Figure 2

Localisation error, due to finite fluorescence Signal and camera Noise, means that multiple independent localisations of a fluorophore produce a blurred map of fluorescence density, analogous to a Point Spread Function. 10⁴ images of a single fluorophore were simulated, each with N = 10³ photons, and parameters (b = 10, and a = s = 160 nm) such that Equation 1 predicts a localisation error of 9.6 nm. After applying a super-resolution algorithm to these simulated images in MATLAB (using sparse Gaussian fitting similar to (Wolter et al. 2010)), the localised positions were found to have a standard deviation of 9.8±0.25 nm. The average Thompson precision estimated from the image data (without using the known parameters N and b) was similar, at 9.3 nm – with the difference due to slight overestimation of signal, N. This localisation error, normally-distributed, implies the Sparrow criterion of resolution is about 20 nm. (b) A simulated object (i) consists of 2 lines of fluorophores, at 5 nm spacing, crossing at 45º. Its diffraction limited image is shown in (ii), and in (iii) a super-resolution image of the localised fluorophore density was reconstructed from data simulated as for the single fluorophore images used in (a), but with random activation of fluorophore subsets.
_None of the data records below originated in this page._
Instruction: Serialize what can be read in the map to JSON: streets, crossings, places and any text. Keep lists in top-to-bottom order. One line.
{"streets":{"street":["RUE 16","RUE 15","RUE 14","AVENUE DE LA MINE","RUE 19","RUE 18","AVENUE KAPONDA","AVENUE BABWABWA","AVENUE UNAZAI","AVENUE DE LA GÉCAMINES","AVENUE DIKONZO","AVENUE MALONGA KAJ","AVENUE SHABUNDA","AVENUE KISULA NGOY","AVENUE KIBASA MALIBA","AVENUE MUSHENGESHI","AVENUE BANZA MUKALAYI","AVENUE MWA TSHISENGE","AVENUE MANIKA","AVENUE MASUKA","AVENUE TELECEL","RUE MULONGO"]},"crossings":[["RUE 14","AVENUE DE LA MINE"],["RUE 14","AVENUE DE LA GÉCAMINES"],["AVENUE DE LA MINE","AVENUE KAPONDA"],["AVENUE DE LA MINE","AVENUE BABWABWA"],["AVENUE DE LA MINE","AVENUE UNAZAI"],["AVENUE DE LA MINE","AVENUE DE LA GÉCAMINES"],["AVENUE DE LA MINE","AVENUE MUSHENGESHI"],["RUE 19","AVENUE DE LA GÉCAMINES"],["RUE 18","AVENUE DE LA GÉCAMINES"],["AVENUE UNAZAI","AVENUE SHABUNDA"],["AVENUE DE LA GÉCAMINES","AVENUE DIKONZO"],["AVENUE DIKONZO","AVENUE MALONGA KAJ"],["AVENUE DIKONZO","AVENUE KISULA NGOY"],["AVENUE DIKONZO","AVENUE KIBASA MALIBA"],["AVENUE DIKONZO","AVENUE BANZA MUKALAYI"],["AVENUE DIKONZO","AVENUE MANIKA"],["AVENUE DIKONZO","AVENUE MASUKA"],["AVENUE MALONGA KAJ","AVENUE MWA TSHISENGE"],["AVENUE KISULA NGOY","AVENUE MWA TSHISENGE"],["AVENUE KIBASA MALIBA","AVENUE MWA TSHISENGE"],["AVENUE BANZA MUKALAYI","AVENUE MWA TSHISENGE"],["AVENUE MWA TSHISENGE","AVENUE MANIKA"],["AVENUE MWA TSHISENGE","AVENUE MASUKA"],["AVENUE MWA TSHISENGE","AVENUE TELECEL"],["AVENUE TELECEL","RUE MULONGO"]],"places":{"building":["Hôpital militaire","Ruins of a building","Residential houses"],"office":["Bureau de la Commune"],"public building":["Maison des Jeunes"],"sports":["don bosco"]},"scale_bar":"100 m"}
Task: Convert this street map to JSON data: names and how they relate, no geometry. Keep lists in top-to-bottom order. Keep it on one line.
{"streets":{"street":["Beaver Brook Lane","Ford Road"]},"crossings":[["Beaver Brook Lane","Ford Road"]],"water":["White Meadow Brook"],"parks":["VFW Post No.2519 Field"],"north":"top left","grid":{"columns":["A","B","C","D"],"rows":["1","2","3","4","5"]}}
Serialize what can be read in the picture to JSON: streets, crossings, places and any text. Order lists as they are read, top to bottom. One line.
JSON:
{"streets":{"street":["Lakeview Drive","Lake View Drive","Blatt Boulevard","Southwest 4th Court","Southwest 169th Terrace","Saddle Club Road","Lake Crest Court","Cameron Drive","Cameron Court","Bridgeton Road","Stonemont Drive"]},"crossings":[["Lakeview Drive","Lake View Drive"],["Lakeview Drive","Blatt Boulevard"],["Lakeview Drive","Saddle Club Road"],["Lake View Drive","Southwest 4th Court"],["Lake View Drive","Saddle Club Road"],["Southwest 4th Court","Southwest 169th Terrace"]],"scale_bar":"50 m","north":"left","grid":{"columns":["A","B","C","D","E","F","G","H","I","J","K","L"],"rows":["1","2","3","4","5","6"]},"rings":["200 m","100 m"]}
A mean of 80 localisations were obtained per fluorophore, which avoids significant sampling limitation. Cross sections through the super-resolved image show that a limiting Sparrow resolution of about 20 nm was achieved (blue line), at the Precision Limit expected from Equations 1 and 8 (iv). (c) Nyquist-limited resolution: if the localisation precision supports a resolution finer than the fluorescent label spacing, the microscope will (correctly) resolve a pointillist image. This means finer scale information about the underlying specimen is not found, and the size of features smaller than about twice the label spacing cannot be reliably measured.